* [Task instructions] Show each line from the records below in which the word "name" occurs.

Stored items
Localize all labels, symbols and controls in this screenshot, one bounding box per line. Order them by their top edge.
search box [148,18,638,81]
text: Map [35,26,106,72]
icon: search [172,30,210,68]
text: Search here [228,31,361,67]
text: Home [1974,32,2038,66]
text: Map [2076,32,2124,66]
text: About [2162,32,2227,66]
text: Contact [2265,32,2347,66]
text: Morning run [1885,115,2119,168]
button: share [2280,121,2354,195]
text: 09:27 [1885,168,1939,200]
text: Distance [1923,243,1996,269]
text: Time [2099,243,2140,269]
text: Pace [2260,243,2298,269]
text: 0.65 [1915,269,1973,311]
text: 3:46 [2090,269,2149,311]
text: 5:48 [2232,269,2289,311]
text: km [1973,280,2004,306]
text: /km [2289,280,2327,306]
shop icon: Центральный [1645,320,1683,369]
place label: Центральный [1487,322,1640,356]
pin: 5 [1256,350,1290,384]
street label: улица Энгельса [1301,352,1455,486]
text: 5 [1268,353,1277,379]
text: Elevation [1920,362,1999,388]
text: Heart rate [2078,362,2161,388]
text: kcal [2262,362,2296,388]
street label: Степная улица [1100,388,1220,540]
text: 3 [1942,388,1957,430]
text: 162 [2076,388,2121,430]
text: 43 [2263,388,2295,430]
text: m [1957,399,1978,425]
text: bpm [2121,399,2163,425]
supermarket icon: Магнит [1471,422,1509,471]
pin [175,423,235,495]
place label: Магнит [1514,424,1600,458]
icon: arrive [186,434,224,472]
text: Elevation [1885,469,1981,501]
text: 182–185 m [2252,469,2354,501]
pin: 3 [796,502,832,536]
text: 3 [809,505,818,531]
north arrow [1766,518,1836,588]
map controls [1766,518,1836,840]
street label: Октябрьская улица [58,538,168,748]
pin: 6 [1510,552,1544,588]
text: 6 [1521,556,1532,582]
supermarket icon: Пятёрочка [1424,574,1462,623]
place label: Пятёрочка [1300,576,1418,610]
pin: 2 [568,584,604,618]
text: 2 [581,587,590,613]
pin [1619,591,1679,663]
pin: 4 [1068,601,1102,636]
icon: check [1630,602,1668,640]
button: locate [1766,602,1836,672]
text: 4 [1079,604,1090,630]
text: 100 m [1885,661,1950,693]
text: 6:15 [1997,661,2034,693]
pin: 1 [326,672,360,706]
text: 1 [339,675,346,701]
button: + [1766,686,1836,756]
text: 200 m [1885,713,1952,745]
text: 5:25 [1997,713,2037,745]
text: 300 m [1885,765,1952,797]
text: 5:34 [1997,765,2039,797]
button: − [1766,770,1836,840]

==

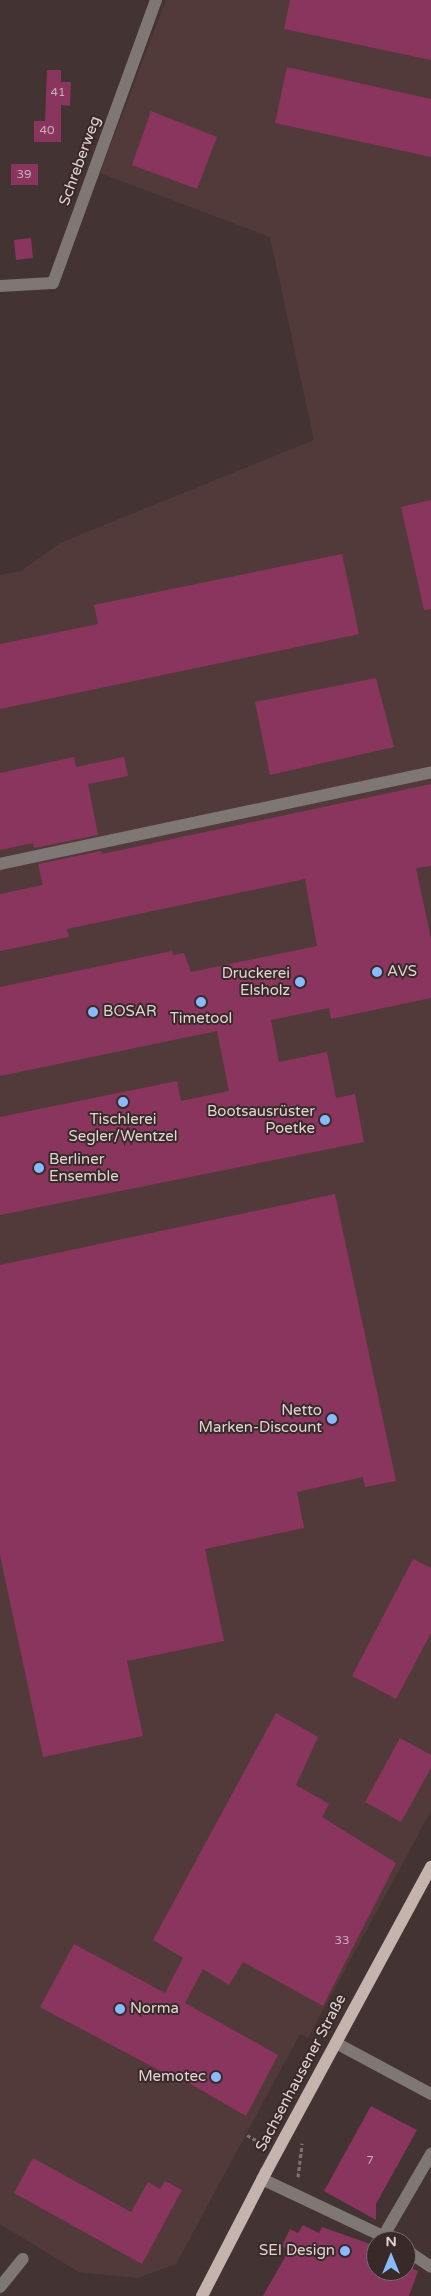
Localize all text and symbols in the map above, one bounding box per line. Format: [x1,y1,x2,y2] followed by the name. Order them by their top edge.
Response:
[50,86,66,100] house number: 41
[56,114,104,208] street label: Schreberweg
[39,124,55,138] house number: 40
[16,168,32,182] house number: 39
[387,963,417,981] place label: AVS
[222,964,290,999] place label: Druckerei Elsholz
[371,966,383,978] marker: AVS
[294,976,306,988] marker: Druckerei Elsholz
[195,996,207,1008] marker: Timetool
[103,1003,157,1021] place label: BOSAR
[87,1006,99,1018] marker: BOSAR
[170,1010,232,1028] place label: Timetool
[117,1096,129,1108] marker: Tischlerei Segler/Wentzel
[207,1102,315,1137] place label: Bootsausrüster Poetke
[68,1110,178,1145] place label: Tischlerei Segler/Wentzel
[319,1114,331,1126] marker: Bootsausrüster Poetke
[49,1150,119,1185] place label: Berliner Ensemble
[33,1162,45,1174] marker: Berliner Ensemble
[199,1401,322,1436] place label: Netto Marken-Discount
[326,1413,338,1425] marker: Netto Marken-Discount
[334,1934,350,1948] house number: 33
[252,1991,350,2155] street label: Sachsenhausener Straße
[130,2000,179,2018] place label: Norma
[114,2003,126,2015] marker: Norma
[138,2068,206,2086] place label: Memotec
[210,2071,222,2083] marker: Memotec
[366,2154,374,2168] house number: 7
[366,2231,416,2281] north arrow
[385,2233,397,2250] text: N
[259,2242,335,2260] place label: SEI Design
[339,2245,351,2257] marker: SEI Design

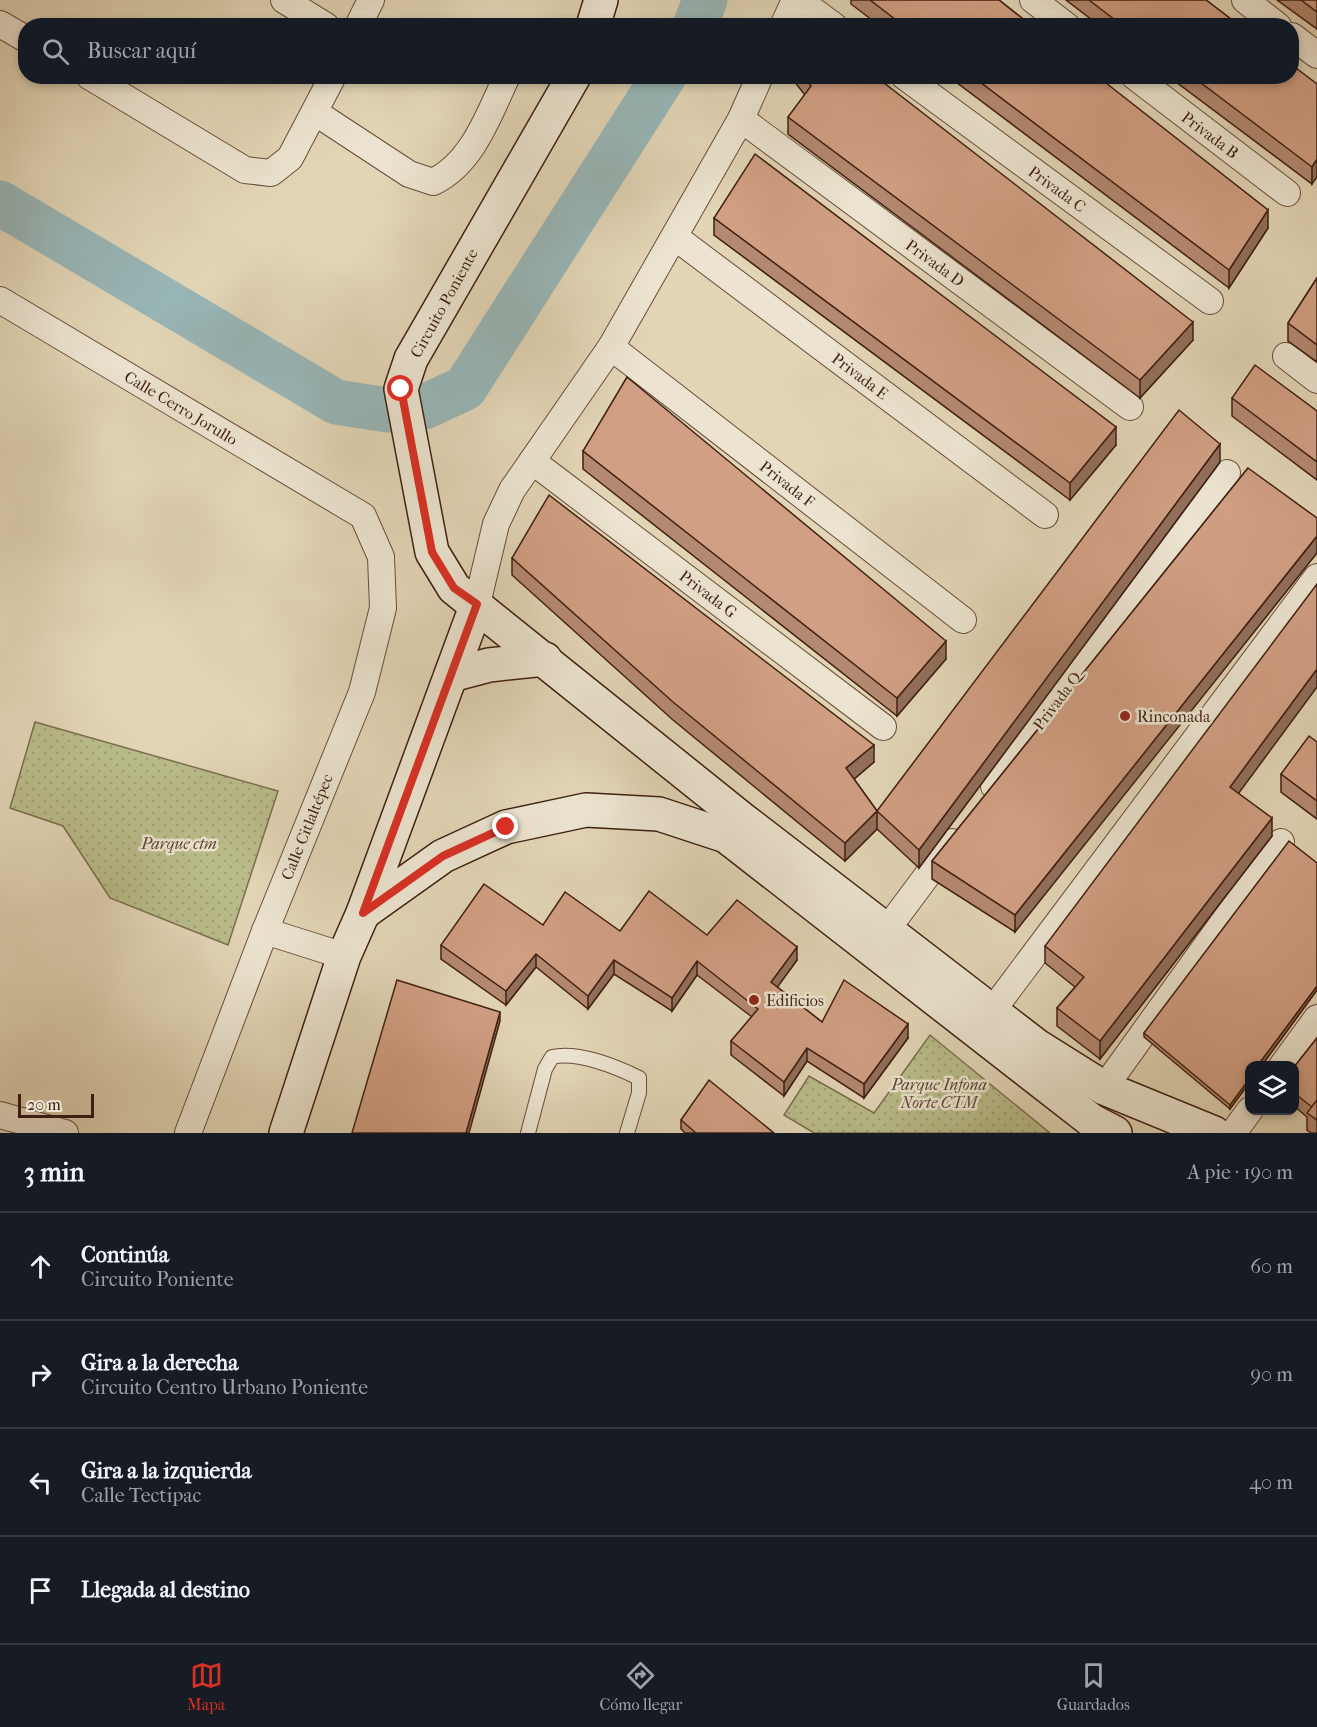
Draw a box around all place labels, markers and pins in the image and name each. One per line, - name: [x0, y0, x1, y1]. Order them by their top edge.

* [Answer below]
Localize all text and symbols in the map above, one bounding box per line. Format: [x1,y1,x2,y2] followed by the name. Order them by their top edge.
Draw a box around all place labels, markers and pins in the image and name each. One per line, - name: [x0, y0, x1, y1]. Order them by their top edge.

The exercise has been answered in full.